Gewerkschafterinnen und Gewerkschaftern in Bangladesch wie Kalpona Akter und Amirul Haque Amin, die viele Beschäftigte vertreten, reicht das nicht. Sie argumentieren, der augenblickliche Mindestlohn bilde die starke Steigerung der Lebenshaltungskosten im Zuge der Corona-Pandemie nicht annähernd ab. Deshalb fordern Sie, die Untergrenze auf die nahezu dreifache Höhe anzuheben – 23 000 Taka pro Monat (195 Euro). Das Bangladesh Institute for Labor Studies hat das als notwendig berechnet.

Europäische Importeure unterstützen die Forderung. In einem Brief ihrer Organisation Act an den Verband der Textilarbeitgeber in Bangladesch nehmen sie Bezug auf die 23 000 Taka, ohne die Summe allerdings selbst konkret zu nennen. „Wir unterstützen einen höheren Mindestlohn“, heißt es in dem Schreiben. Die bessere Bezahlung müsse die tatsächlichen Lebenshaltungskosten der Beschäftigten und ihrer Familien abdecken sowie gewisse Ersparnisse ermöglichen. Getragen wird das Plädoyer unter anderem von den Unternehmen C&A, H&M, Inditex, Primark, Tchibo und Zalando, außerdem dem internationalen Gewerkschaftsbund Industriall.

Das deutsche Textilbündnis, eine Organisation von Bundesregierung, Firmen und Gewerkschaften, plädiert ebenfalls für die annähernde Verdreifachung und nennt explizit die Zahl von 23 000 Taka. Diesen Brief haben bisher jedoch nur die drei kleineren Firmen Snocks, Vaude und Jako unterschrieben. Darüber beschwert sich nun Gisela Burckhardt von der Frauen- und Bürgerrechtsorganisation Femnet, die selbst im Textilbündnis mitarbeitet. Sie fordert, die europäischen Handelsketten sollten sich individuell und deutlich zum höheren Mindestlohn von 23 000 Taka bekennen, um Druck auf die Arbeitgeber in Bangladesch auszuüben.

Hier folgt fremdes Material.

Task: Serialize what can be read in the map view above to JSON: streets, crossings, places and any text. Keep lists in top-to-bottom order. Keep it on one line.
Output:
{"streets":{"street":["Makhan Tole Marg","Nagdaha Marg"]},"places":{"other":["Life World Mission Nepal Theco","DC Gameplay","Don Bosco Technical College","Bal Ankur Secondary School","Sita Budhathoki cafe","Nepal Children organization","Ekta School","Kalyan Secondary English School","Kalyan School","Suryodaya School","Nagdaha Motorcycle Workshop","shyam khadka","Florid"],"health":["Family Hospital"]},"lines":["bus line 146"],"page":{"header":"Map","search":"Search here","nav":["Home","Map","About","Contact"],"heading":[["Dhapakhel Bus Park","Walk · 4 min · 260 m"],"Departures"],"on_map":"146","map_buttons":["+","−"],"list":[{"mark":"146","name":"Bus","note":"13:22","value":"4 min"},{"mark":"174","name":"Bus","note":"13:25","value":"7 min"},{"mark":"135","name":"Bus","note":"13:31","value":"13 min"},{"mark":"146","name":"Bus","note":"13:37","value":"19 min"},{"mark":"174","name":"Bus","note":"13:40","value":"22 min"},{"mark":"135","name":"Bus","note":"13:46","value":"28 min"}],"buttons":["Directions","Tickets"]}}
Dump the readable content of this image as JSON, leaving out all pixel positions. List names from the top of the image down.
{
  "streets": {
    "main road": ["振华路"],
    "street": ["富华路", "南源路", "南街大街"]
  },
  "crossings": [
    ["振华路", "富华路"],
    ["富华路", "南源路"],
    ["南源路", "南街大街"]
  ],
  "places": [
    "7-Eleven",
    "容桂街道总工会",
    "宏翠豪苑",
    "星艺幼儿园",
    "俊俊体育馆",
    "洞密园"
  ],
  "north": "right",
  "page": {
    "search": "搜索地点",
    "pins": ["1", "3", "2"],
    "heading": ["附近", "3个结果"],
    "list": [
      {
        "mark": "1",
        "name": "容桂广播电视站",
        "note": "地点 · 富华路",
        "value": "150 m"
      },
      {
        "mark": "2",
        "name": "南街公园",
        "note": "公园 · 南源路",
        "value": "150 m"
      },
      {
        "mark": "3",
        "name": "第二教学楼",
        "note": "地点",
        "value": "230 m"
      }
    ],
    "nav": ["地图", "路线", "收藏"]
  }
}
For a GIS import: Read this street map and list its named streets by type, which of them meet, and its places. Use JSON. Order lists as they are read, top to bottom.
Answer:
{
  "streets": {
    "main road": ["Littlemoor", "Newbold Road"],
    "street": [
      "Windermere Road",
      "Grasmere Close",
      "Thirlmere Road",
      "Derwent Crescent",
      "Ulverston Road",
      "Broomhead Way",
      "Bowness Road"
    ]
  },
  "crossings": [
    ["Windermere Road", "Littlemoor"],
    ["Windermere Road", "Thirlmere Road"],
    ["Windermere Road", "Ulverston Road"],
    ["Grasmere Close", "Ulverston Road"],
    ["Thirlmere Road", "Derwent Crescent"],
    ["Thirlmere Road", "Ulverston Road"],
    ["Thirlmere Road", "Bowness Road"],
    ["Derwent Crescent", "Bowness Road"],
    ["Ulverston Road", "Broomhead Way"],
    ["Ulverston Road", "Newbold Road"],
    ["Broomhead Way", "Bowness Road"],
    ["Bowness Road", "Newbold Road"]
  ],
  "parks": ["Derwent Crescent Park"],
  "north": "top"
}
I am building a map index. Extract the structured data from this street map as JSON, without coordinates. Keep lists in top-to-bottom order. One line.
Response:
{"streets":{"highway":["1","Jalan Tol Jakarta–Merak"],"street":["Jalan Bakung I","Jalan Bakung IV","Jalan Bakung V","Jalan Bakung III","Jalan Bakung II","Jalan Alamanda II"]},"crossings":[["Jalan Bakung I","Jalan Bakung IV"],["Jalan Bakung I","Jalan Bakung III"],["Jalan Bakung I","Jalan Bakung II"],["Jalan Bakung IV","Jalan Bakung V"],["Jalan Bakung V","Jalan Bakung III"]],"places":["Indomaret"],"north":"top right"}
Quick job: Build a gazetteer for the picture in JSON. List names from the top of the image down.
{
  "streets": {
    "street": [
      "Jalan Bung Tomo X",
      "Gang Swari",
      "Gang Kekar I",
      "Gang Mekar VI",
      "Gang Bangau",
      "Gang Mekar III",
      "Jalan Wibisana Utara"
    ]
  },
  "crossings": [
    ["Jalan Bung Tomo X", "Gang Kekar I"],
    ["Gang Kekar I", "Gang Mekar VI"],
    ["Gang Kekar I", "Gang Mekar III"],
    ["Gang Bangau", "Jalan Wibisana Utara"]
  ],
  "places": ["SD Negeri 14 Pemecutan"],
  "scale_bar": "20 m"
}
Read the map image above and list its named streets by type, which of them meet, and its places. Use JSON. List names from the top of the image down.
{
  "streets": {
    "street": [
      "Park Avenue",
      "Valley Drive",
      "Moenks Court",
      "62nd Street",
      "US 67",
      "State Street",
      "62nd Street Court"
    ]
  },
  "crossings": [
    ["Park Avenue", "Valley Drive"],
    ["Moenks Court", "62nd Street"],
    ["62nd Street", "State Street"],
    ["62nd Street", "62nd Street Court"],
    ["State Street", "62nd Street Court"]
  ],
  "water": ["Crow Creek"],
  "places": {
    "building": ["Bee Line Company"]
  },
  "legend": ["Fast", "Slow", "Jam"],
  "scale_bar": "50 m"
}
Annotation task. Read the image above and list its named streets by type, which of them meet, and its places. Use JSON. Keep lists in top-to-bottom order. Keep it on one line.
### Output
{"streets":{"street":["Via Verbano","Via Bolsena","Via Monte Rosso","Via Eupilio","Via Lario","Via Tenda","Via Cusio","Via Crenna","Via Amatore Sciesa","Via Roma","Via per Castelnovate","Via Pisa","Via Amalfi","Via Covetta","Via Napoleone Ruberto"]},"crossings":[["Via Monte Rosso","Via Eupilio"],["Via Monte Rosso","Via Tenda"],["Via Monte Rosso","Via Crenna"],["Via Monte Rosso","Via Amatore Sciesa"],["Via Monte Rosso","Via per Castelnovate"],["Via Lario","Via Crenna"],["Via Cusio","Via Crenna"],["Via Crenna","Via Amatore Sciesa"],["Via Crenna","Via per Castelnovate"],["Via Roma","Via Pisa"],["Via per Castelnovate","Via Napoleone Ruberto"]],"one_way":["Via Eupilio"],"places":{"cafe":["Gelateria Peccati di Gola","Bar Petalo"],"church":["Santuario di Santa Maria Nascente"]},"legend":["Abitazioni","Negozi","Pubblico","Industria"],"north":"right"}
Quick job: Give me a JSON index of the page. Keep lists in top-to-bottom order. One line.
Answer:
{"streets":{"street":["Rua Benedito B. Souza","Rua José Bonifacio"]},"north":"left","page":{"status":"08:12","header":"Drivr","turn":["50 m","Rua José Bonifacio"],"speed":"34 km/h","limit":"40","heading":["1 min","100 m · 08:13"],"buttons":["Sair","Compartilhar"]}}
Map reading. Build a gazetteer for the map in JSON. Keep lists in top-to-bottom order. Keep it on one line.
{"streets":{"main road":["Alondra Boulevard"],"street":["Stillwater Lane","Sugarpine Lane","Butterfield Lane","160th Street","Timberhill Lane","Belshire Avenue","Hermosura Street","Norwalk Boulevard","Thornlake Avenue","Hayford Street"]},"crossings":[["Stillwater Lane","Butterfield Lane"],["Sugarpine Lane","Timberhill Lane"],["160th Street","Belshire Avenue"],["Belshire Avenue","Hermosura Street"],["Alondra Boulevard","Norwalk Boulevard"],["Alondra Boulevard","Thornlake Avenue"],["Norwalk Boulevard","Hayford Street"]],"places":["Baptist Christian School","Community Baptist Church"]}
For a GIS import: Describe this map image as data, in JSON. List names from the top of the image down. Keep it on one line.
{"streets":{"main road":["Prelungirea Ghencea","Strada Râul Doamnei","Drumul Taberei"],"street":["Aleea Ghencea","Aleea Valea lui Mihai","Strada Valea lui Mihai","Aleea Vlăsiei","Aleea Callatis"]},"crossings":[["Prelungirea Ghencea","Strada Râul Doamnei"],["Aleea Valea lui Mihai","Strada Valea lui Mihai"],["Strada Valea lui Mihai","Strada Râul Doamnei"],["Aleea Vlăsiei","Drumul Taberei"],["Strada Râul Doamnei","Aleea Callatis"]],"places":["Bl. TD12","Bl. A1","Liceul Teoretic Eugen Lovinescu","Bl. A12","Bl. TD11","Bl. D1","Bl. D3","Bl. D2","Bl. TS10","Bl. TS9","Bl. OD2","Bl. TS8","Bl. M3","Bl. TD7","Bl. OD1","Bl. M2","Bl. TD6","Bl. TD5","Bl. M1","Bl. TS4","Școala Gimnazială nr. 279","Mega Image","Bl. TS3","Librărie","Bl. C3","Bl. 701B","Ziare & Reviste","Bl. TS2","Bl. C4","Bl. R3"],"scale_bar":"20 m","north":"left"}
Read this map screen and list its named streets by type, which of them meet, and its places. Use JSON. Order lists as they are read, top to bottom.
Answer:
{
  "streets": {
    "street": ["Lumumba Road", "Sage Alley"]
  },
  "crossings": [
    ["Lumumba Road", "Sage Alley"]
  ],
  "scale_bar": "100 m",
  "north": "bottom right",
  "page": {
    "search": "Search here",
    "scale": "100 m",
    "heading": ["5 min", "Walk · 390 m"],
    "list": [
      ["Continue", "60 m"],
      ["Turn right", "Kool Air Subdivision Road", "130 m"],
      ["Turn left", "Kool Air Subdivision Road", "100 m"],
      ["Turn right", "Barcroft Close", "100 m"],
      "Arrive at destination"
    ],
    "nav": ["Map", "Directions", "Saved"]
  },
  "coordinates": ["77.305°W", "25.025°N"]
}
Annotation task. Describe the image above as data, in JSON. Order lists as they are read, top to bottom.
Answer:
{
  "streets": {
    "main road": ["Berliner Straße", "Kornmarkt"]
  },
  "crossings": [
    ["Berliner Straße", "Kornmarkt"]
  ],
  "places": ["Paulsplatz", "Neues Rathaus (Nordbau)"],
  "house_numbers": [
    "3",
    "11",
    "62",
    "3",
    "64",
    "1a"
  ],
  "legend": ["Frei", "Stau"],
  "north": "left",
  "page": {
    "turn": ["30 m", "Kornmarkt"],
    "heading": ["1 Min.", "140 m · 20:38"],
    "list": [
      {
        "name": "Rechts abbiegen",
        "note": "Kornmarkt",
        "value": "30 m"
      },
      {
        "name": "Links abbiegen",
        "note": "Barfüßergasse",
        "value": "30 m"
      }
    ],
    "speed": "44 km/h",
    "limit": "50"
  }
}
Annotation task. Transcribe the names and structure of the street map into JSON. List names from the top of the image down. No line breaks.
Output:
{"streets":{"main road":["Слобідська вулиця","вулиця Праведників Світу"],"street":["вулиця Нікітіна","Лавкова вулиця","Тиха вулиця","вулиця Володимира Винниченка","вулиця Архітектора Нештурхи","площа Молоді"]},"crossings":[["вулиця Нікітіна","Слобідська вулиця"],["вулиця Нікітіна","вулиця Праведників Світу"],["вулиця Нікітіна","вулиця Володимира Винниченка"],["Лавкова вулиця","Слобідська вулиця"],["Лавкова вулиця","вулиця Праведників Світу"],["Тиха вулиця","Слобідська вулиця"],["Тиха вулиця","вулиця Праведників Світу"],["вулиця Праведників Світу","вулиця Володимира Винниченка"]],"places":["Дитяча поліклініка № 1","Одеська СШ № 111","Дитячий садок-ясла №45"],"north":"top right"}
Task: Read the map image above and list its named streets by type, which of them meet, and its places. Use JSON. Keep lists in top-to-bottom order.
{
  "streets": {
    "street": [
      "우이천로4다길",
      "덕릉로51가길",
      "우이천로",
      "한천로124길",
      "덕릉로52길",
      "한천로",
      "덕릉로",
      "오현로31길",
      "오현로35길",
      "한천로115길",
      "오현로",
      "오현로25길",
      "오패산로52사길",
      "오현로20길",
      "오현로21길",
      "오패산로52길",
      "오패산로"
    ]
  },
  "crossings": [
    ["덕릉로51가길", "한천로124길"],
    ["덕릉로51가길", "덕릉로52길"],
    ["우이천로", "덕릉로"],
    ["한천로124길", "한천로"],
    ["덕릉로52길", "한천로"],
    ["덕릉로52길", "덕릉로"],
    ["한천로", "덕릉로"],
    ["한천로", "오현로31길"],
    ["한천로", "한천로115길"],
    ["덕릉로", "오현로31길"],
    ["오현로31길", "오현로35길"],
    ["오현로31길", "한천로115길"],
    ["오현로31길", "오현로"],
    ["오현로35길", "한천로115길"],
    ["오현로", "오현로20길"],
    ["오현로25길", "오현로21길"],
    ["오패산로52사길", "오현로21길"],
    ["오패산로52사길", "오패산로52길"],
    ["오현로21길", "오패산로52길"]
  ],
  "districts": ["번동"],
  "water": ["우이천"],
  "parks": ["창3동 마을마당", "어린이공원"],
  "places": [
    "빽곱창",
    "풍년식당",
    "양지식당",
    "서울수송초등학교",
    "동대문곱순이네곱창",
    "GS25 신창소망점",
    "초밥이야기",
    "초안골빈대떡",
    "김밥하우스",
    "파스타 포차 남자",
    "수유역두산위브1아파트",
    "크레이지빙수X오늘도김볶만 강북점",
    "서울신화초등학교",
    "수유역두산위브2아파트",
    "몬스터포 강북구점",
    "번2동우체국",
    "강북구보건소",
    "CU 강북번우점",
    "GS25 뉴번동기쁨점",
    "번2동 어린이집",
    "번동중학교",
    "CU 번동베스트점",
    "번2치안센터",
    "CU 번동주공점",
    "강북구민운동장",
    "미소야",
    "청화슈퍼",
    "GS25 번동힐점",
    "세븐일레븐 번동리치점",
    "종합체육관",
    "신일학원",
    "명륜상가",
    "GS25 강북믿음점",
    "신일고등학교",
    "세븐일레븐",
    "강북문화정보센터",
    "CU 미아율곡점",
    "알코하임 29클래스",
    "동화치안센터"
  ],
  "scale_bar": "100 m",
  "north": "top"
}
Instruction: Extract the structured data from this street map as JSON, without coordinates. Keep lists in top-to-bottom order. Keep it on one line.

Dem wollen die hiesigen Firmen jedoch nicht nachkommen, jedenfalls bis jetzt nicht. Unter anderem Tchibo und H&M erklärten auf Anfrage, sie hätten ja schon den Act-Brief unterschrieben. Die Textilbündnis-Mitglieder Aldi und KIK legten sich nicht auf eine Zahl fest. Eine Rolle für die gewisse Zurückhaltung könnte spielen, dass die hiesigen Auftraggeber nicht den Eindruck erwecken wollen, sich zu sehr in die nationalen Angelegenheiten in Bangladesch einzumischen.

Die europäischen Unternehmen könnten mit einem deutlich höheren Mindestlohn in Bangladesch leben. Entscheidend für sie ist, dass er für die gesamte Branche gilt. Dann steigen die Produktionskosten für alle Auftraggeber. Stiege der Mindestlohn in Bangladesch auf das Dreifache, würde der Preis pro Kleidungsstück hier vielleicht um 50 Cent bis einen Euro zulegen.